**Source records**

---

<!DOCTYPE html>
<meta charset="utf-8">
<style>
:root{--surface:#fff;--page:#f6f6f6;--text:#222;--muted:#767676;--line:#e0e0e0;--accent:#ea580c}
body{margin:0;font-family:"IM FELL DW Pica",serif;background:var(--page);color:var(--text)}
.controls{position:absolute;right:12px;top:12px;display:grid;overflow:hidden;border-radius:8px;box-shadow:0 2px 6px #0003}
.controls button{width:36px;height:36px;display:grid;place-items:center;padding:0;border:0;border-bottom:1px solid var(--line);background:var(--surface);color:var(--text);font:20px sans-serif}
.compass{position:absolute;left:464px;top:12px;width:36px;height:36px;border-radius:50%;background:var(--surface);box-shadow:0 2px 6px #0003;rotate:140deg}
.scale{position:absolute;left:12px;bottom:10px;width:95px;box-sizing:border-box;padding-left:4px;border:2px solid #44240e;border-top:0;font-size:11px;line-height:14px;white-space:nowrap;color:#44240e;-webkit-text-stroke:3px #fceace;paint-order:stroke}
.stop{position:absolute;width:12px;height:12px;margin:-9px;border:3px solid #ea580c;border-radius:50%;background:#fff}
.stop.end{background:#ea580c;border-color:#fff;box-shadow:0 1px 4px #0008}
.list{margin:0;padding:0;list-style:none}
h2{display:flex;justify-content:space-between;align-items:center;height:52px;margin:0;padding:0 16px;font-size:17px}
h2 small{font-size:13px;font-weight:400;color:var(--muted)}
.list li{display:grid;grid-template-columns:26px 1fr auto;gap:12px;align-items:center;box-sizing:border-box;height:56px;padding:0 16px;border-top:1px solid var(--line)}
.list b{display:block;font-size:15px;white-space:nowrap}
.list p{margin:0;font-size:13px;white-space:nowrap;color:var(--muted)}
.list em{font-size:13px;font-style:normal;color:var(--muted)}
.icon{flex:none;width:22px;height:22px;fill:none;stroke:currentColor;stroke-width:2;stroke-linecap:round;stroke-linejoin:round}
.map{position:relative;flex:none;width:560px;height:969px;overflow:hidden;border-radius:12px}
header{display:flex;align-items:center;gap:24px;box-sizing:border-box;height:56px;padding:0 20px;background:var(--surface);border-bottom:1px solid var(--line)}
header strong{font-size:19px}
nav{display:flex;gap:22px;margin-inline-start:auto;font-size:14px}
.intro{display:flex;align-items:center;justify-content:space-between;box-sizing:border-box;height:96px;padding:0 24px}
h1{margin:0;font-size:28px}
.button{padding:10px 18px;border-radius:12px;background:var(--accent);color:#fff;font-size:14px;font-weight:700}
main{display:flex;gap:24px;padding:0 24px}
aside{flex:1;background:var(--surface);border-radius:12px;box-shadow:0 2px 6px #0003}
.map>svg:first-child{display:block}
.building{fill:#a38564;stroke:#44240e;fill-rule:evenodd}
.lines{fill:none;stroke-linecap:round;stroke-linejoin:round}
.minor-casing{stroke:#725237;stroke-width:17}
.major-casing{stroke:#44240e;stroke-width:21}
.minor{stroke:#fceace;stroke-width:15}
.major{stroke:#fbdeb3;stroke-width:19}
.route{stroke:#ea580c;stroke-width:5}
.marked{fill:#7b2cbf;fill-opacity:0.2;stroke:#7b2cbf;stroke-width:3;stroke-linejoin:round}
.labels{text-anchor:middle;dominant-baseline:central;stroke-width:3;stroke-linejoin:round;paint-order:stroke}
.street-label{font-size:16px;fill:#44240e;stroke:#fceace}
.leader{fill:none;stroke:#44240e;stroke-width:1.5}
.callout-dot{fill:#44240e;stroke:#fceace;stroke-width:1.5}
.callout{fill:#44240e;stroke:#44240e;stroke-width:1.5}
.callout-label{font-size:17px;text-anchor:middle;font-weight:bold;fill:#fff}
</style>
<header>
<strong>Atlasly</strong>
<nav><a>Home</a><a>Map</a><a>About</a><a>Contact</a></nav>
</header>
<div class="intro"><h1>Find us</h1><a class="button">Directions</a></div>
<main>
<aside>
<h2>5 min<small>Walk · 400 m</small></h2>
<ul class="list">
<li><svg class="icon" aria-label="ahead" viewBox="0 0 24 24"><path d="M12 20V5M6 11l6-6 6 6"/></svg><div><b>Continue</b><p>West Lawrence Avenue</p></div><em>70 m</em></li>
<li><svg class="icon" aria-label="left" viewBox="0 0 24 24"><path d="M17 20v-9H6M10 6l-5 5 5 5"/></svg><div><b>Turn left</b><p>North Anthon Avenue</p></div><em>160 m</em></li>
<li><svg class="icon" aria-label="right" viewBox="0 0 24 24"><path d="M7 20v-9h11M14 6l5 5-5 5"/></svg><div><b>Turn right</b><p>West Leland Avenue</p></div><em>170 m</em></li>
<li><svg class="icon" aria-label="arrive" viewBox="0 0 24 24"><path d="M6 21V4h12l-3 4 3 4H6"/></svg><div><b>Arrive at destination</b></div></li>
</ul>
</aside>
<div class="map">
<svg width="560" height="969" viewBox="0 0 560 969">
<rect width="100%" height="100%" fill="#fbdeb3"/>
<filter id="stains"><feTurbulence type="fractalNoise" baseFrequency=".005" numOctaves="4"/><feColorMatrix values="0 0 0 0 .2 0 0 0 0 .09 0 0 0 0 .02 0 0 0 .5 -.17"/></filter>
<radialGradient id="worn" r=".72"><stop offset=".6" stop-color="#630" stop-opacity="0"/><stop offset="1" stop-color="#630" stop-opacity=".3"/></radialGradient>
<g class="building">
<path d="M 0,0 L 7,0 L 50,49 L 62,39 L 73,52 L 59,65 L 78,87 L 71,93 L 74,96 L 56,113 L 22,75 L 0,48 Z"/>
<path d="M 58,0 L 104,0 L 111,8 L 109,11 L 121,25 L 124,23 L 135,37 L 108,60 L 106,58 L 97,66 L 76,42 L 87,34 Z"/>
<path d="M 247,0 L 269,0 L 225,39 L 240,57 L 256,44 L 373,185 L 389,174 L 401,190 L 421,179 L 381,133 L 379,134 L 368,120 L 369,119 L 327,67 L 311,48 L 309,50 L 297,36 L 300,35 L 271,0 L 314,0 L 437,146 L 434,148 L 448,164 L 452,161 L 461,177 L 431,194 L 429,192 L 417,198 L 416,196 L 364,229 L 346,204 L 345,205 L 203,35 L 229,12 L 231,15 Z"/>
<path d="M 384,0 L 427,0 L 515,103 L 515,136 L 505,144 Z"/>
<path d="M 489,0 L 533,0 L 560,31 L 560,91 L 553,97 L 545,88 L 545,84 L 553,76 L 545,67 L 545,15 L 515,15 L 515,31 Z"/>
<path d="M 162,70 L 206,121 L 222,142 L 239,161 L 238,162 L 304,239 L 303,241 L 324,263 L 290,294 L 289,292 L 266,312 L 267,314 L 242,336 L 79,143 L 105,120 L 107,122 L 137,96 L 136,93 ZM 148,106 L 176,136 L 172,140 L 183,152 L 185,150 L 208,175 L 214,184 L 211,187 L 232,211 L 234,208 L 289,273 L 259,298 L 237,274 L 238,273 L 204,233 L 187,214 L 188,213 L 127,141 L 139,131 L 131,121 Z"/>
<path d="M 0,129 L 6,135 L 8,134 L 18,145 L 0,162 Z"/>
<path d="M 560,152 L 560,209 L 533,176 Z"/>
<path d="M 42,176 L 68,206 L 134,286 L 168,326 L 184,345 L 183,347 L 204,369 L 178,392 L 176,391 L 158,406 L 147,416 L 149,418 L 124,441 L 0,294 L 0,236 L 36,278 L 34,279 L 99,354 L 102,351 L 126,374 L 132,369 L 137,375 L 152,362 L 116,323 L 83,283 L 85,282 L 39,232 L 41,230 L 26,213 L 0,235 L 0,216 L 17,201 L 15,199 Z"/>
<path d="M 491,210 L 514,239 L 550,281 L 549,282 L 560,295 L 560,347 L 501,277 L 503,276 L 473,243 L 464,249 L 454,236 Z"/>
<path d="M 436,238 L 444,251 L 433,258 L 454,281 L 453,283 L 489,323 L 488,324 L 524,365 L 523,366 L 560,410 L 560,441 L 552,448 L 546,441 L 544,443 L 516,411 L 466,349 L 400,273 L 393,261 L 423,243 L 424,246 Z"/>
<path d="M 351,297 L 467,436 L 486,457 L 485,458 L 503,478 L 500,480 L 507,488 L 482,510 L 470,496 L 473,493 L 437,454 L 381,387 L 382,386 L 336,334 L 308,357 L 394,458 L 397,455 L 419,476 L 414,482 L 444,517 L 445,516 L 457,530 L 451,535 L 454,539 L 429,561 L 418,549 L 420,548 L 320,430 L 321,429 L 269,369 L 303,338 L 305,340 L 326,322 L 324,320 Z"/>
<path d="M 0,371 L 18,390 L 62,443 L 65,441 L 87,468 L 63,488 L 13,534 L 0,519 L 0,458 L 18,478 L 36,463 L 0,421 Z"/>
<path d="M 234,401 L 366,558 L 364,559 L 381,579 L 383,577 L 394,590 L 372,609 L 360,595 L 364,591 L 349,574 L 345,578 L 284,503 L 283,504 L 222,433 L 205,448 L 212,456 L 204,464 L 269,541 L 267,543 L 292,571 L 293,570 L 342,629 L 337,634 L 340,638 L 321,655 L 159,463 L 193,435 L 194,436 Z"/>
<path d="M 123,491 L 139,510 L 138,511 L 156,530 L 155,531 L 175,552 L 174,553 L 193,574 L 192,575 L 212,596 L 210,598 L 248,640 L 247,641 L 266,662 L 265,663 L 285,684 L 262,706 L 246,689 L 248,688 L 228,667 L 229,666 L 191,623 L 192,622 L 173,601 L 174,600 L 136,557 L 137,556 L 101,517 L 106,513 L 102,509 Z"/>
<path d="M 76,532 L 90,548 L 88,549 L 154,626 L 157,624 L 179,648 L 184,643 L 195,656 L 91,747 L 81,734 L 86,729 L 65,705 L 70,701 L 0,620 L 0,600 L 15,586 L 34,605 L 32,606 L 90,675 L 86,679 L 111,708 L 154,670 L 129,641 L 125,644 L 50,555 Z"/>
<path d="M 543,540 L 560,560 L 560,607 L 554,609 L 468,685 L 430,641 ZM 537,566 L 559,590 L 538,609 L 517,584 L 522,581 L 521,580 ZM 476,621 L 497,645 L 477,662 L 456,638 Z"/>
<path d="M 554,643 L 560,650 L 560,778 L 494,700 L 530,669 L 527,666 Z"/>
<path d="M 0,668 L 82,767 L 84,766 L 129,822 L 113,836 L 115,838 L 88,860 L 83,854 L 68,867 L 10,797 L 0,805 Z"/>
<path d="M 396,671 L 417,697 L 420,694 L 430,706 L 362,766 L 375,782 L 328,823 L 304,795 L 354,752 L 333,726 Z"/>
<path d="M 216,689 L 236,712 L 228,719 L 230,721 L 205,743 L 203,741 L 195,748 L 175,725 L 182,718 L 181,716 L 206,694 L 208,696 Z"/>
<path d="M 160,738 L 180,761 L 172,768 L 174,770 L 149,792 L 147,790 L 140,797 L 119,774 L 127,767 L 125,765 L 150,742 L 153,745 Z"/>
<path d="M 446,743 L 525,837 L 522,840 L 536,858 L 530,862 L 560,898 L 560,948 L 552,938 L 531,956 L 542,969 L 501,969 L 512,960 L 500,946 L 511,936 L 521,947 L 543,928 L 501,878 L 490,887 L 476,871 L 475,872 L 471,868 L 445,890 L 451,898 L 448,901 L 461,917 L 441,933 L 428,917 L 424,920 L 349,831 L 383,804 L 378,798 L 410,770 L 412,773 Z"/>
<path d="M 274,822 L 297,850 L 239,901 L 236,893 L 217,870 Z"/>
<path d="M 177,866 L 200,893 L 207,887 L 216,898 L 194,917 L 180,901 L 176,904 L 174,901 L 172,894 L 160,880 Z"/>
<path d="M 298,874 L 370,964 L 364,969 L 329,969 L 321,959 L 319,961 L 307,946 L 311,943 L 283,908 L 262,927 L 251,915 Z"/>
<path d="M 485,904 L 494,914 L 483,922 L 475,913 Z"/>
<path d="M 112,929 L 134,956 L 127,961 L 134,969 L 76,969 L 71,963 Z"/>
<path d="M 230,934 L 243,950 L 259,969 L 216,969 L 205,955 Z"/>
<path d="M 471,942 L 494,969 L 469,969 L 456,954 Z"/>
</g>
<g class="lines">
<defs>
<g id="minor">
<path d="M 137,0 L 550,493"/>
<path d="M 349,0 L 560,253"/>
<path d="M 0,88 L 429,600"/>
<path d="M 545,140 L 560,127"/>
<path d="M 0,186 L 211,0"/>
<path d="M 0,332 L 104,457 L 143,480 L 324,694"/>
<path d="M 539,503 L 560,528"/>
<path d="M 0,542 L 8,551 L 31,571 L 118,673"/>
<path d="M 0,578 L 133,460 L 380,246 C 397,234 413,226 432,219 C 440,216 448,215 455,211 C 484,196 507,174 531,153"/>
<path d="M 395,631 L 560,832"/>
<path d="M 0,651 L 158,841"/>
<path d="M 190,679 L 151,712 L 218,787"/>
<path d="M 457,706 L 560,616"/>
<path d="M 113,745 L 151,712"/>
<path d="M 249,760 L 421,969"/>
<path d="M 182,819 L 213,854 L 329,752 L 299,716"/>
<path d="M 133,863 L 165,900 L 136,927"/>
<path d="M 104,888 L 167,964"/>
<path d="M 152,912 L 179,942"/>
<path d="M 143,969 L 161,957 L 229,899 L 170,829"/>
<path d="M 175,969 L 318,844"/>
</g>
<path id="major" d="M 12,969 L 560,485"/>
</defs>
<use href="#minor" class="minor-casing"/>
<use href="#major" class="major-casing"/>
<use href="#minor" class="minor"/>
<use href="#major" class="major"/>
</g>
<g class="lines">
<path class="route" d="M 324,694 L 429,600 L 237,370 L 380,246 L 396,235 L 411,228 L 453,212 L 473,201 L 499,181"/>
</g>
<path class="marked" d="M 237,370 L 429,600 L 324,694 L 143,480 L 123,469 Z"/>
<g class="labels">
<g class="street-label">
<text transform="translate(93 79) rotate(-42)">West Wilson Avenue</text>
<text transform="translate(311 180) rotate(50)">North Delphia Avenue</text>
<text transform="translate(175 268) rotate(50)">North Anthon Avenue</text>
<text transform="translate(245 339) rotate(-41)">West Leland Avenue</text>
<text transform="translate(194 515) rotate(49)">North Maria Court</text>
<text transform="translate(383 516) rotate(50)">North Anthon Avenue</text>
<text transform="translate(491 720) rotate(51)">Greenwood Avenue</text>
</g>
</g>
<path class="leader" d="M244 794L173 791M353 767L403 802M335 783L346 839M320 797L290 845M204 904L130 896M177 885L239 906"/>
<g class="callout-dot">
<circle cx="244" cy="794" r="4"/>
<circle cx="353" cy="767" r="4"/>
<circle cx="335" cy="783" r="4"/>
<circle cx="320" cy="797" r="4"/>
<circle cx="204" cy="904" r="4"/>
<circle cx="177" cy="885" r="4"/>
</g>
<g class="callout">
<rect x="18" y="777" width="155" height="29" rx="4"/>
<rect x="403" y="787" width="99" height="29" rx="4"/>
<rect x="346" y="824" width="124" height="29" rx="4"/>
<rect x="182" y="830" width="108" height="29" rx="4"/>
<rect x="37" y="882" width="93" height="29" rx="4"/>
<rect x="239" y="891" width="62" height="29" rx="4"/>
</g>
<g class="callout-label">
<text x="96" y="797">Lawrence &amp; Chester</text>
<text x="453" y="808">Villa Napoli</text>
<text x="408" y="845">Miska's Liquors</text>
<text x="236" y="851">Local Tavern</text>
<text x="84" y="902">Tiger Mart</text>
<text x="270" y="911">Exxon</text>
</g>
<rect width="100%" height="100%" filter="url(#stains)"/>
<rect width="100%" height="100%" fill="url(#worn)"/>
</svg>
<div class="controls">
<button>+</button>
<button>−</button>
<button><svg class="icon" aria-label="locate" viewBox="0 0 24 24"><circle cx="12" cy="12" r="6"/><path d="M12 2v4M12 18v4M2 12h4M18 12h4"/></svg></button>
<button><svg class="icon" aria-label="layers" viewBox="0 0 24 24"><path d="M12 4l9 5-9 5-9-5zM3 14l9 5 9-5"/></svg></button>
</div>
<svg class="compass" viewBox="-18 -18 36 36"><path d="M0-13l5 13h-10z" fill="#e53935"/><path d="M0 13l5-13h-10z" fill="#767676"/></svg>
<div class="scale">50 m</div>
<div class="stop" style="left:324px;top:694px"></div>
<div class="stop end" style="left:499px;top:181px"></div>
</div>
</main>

---

**Instructions for the task**
If a line in the records contains "serif", report it.

**Result below**
body{margin:0;font-family:"IM FELL DW Pica",serif;background:var(--page);color:var(--text)}
.controls button{width:36px;height:36px;display:grid;place-items:center;padding:0;border:0;border-bottom:1px solid var(--line);background:var(--surface);color:var(--text);font:20px sans-serif}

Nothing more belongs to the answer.